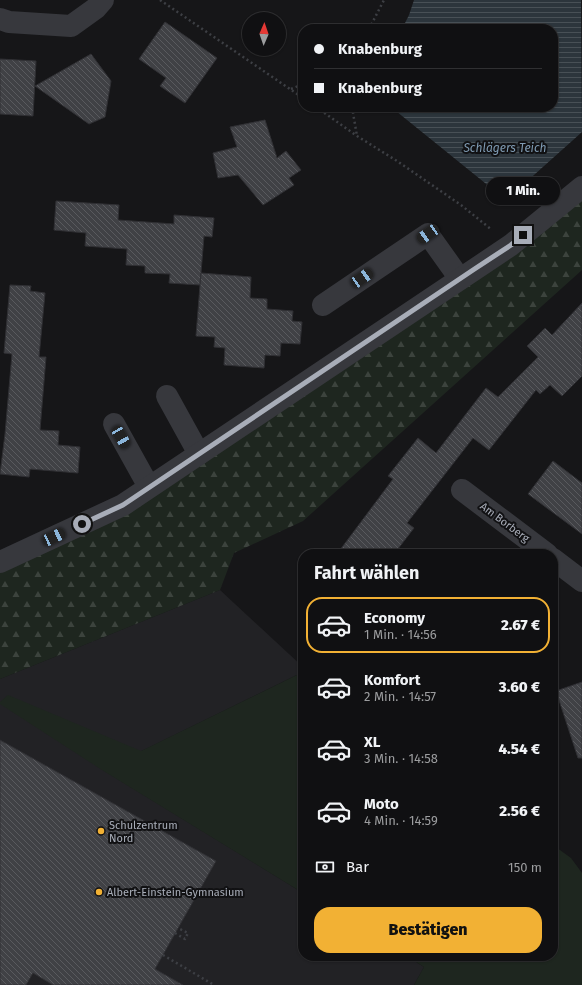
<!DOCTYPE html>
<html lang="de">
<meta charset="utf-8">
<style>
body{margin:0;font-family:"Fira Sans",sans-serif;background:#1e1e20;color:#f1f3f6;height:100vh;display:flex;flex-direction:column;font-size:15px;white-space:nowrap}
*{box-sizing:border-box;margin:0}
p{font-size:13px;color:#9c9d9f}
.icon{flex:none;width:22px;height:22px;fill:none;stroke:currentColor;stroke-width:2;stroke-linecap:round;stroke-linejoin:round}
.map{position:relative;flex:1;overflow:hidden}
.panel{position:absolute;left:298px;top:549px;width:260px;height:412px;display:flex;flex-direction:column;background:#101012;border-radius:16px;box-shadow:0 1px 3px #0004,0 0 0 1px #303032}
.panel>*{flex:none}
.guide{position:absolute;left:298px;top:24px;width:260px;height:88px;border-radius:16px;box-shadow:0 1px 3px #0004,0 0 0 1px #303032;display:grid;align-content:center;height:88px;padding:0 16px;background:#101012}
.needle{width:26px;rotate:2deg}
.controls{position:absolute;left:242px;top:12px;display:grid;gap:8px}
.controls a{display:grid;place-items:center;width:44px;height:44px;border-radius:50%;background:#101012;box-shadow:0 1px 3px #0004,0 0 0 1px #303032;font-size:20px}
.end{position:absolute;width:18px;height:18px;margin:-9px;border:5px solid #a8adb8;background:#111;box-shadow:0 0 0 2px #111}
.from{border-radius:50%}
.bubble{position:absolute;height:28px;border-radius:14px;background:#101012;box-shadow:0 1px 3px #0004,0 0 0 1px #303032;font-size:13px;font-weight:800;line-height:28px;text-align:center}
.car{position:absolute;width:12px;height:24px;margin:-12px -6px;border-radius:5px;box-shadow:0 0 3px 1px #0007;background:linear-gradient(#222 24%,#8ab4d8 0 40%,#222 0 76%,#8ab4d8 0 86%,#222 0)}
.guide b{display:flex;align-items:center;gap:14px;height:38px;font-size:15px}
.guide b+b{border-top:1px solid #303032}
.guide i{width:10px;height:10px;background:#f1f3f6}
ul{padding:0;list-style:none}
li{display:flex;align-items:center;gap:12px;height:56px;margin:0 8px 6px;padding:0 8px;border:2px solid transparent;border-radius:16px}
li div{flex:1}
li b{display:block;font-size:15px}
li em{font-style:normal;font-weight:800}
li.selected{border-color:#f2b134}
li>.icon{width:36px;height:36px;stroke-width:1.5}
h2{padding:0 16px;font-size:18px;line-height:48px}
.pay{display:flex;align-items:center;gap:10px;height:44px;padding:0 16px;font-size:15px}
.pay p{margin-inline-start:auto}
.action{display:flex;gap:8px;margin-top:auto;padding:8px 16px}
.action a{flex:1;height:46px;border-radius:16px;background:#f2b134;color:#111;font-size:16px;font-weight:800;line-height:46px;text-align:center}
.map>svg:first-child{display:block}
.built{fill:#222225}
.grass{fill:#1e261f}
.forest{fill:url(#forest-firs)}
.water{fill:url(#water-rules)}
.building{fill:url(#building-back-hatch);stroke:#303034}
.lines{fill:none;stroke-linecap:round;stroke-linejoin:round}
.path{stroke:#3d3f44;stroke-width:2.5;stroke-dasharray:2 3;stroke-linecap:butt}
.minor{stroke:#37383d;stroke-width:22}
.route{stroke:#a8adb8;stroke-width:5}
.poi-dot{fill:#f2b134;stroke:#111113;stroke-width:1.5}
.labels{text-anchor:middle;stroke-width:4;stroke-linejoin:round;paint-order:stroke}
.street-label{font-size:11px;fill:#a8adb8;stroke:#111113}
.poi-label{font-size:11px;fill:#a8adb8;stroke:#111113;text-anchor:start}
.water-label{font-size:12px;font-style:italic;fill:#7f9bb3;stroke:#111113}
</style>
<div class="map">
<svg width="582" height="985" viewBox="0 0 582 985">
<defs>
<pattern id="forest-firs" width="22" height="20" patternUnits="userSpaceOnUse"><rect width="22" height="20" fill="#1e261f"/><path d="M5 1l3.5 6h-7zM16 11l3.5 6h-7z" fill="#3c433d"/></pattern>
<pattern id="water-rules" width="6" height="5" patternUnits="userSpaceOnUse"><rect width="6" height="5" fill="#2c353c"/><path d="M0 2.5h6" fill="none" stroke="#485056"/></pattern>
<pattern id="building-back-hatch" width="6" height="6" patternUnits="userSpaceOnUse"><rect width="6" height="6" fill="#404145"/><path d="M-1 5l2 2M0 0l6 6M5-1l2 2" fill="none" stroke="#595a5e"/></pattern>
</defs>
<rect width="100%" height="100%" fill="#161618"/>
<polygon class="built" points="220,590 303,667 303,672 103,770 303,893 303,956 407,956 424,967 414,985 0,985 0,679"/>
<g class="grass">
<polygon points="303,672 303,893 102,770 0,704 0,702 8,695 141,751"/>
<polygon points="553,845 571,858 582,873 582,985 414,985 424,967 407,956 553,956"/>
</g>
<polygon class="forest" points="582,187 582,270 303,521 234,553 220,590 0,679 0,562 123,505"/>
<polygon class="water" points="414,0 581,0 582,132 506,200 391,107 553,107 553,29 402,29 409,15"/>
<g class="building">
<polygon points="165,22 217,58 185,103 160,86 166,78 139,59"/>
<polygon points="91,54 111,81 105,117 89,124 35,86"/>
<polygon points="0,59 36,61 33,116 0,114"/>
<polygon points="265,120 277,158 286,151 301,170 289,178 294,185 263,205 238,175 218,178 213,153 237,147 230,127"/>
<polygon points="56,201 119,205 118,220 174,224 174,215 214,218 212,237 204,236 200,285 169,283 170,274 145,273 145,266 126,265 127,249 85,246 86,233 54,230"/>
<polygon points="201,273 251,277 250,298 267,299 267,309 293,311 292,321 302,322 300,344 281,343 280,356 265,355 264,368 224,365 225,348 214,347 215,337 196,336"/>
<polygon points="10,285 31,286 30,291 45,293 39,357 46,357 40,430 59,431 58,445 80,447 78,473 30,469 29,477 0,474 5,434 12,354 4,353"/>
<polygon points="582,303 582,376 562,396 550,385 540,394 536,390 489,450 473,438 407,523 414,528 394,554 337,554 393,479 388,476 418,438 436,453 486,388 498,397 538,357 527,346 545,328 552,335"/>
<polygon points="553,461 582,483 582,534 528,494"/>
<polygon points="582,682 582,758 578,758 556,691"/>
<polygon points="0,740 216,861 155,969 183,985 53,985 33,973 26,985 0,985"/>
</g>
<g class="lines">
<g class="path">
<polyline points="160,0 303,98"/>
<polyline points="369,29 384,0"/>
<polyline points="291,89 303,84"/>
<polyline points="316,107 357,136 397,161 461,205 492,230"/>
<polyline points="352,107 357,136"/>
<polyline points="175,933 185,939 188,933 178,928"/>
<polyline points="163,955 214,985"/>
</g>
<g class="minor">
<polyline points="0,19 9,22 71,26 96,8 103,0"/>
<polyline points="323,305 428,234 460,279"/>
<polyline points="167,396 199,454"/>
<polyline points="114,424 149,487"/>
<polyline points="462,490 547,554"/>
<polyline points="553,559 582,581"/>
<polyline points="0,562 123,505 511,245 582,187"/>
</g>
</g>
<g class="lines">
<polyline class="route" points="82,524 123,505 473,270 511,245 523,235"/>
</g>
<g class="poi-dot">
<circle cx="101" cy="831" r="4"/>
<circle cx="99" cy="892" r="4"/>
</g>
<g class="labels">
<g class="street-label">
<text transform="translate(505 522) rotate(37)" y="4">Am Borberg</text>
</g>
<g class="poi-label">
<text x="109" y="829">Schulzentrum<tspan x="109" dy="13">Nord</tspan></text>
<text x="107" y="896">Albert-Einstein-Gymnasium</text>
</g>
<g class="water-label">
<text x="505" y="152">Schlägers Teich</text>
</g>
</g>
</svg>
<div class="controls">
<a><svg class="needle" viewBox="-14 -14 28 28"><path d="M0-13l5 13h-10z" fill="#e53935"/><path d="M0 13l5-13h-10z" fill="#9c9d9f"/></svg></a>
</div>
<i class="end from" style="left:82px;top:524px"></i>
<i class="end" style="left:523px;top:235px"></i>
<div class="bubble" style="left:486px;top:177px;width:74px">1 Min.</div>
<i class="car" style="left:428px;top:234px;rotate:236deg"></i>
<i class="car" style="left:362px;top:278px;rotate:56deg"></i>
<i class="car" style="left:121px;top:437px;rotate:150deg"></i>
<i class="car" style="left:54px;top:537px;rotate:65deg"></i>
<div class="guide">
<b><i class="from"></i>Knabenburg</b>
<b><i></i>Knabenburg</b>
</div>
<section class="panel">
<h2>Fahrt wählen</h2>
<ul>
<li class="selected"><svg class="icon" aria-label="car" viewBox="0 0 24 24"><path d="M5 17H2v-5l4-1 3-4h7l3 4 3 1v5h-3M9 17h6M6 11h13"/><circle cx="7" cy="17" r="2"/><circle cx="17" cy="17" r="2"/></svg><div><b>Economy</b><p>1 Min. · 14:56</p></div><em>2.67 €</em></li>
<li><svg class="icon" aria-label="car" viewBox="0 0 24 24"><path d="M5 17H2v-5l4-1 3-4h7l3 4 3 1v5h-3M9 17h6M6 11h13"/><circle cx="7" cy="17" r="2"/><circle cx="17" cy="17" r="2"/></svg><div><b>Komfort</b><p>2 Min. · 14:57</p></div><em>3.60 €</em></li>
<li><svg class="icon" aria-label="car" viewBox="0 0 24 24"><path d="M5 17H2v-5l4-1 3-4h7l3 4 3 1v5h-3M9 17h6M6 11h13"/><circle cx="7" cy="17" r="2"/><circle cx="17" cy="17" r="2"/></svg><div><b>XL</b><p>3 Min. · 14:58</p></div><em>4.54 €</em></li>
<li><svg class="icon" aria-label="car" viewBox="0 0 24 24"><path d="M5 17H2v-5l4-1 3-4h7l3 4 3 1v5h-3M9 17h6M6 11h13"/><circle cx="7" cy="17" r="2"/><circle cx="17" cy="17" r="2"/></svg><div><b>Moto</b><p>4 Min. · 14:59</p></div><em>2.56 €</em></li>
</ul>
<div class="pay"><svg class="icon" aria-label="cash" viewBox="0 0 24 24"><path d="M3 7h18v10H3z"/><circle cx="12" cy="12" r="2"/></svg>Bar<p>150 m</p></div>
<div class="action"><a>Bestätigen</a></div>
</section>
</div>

--

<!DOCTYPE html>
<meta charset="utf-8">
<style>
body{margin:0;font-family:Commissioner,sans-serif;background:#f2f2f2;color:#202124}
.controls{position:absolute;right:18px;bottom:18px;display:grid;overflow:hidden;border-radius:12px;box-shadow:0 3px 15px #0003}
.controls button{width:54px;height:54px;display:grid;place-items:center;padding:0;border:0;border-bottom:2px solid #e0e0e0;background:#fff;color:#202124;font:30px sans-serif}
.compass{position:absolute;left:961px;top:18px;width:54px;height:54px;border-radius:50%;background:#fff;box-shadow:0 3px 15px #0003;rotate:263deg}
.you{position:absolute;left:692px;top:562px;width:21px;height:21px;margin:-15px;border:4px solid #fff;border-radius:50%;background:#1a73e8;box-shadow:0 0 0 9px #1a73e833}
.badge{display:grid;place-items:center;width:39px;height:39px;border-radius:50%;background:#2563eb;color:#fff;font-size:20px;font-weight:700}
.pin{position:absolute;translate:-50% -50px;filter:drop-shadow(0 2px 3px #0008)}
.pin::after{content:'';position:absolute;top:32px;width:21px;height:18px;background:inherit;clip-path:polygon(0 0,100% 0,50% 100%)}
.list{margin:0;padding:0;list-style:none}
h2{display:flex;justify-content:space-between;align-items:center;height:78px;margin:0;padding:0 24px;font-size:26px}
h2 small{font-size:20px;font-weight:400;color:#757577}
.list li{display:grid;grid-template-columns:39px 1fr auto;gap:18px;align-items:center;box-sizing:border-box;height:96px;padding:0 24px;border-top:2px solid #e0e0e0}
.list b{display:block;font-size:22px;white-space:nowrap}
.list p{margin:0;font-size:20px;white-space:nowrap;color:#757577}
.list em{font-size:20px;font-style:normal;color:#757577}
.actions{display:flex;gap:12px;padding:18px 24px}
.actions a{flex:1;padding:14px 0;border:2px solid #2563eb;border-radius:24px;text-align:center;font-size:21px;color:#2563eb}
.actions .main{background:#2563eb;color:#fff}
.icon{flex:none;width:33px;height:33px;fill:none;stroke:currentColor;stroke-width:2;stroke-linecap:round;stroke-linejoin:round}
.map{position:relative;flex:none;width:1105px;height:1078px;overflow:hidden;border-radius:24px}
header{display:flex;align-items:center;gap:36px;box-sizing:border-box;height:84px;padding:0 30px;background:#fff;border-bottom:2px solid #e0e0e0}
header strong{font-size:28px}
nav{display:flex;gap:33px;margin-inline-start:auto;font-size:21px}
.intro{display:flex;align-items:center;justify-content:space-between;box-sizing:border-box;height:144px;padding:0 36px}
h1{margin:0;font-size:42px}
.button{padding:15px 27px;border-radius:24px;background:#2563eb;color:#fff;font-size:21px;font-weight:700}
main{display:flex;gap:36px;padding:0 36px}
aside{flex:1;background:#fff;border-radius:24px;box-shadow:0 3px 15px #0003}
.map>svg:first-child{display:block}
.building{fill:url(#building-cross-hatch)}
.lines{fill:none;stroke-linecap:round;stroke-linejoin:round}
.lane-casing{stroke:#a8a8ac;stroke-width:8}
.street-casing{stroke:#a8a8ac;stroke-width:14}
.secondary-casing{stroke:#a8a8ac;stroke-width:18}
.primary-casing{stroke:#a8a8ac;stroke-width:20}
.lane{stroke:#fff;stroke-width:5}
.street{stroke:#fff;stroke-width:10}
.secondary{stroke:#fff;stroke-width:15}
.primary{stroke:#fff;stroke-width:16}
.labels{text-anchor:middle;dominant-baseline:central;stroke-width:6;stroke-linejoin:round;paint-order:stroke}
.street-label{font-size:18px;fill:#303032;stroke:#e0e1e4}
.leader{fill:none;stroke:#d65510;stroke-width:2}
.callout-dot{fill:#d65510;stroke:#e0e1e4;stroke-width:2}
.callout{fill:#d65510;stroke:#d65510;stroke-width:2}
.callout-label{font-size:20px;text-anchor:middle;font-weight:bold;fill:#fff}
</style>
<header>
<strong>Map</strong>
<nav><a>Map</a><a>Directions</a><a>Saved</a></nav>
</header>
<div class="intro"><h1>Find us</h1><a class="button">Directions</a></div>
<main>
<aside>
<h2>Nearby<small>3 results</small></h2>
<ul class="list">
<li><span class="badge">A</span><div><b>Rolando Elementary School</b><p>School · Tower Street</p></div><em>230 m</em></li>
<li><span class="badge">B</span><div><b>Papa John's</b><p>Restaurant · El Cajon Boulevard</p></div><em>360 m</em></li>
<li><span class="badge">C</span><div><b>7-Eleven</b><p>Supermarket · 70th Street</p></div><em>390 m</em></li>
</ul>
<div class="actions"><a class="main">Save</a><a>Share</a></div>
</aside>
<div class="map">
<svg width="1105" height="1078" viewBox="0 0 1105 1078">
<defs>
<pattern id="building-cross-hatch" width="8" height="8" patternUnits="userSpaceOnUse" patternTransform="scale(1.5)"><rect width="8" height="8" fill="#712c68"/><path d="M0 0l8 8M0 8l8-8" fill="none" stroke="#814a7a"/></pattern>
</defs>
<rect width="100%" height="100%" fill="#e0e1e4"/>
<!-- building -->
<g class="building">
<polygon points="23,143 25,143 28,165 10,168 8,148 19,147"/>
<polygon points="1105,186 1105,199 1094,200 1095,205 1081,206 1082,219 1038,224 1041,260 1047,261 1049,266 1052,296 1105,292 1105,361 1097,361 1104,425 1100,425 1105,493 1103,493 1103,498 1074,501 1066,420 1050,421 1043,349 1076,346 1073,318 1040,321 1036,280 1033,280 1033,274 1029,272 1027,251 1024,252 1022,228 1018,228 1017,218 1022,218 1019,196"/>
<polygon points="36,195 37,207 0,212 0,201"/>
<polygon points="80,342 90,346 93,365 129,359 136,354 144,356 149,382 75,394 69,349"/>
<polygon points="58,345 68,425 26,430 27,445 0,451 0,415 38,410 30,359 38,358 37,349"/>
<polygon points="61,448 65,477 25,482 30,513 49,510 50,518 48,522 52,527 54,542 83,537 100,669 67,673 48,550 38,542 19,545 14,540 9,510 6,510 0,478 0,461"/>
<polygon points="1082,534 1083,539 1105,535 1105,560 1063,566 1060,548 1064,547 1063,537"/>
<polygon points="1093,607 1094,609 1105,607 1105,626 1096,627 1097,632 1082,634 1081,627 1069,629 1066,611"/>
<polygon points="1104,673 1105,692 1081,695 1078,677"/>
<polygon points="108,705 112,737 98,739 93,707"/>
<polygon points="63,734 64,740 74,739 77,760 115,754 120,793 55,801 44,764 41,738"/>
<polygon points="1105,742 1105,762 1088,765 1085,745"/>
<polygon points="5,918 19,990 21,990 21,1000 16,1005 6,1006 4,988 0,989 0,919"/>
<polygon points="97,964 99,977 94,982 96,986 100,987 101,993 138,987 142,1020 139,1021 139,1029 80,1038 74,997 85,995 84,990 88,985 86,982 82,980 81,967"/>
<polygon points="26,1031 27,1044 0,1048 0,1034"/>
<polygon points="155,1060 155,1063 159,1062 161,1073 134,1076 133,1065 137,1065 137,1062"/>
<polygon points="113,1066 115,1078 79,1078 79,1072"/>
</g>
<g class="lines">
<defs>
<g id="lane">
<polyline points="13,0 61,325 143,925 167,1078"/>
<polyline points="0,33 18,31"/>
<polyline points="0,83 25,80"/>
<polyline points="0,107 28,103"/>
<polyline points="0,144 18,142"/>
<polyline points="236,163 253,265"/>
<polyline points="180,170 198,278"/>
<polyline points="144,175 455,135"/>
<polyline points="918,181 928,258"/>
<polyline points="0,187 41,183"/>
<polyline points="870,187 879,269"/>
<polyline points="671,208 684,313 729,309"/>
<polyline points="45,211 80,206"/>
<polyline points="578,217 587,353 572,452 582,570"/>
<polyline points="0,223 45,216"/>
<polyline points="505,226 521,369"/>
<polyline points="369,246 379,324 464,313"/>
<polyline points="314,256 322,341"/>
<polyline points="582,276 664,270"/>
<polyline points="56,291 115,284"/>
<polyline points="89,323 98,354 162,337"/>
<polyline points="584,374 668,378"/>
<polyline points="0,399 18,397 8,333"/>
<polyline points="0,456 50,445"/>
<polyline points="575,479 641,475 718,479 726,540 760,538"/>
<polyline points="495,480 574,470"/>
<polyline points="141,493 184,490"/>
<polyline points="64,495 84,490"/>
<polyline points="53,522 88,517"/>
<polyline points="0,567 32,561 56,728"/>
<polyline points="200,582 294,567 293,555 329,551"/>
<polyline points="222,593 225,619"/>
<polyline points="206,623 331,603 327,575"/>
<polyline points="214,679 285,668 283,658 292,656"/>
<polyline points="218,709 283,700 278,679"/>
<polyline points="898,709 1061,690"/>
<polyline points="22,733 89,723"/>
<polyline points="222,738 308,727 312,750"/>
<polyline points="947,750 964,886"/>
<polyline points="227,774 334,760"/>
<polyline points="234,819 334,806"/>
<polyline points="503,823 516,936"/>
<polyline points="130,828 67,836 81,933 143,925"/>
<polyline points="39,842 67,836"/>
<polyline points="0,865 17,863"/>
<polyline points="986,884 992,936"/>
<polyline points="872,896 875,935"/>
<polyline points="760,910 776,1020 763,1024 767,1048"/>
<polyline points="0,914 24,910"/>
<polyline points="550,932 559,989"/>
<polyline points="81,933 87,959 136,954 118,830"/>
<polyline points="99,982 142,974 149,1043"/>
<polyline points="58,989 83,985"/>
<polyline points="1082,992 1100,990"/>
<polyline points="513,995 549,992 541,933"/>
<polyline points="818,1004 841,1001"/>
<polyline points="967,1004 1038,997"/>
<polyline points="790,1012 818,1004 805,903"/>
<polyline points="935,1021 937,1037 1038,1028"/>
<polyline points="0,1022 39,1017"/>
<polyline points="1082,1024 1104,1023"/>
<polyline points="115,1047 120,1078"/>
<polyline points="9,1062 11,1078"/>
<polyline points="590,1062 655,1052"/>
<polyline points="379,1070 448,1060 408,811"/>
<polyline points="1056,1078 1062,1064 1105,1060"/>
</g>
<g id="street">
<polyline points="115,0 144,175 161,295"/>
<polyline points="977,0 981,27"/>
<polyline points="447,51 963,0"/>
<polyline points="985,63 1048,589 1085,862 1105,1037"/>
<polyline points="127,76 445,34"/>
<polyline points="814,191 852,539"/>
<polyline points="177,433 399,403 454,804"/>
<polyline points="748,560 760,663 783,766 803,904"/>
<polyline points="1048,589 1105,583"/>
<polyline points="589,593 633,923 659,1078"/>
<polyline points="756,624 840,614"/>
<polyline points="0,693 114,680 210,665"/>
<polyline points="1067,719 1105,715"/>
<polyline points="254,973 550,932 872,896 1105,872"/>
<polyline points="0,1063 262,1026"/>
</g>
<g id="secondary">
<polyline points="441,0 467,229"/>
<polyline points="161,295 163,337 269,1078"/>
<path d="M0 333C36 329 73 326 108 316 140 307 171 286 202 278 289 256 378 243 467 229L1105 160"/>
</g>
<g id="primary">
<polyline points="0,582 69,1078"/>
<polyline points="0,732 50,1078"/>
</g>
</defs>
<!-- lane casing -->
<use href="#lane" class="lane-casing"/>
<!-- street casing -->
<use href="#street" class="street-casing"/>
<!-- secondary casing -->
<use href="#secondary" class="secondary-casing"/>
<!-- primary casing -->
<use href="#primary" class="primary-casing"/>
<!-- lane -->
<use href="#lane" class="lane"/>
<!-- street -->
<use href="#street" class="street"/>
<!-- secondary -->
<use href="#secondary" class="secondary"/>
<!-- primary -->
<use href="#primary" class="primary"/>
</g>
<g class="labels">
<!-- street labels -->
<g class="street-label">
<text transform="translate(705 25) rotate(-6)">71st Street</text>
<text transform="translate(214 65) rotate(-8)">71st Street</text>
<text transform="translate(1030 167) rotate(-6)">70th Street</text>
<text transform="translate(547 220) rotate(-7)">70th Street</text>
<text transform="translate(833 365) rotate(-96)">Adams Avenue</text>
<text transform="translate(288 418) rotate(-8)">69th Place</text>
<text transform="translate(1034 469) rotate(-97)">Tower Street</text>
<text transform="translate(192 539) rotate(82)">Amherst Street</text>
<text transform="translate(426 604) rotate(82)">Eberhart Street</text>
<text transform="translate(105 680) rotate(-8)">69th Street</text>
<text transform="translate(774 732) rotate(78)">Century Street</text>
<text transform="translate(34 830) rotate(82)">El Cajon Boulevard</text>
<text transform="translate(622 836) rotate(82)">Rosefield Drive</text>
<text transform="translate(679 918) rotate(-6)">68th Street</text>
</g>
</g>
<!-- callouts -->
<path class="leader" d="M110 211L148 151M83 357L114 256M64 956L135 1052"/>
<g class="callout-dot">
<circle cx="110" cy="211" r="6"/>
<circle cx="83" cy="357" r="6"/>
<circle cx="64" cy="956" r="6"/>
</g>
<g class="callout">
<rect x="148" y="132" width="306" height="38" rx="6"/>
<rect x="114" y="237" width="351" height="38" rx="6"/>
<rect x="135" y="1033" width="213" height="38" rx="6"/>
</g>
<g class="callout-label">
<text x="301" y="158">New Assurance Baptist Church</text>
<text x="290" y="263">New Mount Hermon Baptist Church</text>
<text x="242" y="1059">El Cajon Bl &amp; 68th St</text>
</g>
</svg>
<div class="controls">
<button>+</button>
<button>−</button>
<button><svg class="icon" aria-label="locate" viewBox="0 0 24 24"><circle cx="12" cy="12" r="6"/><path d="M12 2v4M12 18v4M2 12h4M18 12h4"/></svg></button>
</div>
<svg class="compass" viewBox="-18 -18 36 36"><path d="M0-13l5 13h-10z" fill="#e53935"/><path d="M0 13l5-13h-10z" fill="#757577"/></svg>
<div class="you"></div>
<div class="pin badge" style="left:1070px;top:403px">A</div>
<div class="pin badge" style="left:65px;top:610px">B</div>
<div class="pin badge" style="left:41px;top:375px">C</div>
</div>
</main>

# Work instructions
Select all lines in the listing that include the word "linecap".

# Response below
.icon{flex:none;width:22px;height:22px;fill:none;stroke:currentColor;stroke-width:2;stroke-linecap:round;stroke-linejoin:round}
.lines{fill:none;stroke-linecap:round;stroke-linejoin:round}
.path{stroke:#3d3f44;stroke-width:2.5;stroke-dasharray:2 3;stroke-linecap:butt}
.icon{flex:none;width:33px;height:33px;fill:none;stroke:currentColor;stroke-width:2;stroke-linecap:round;stroke-linejoin:round}
.lines{fill:none;stroke-linecap:round;stroke-linejoin:round}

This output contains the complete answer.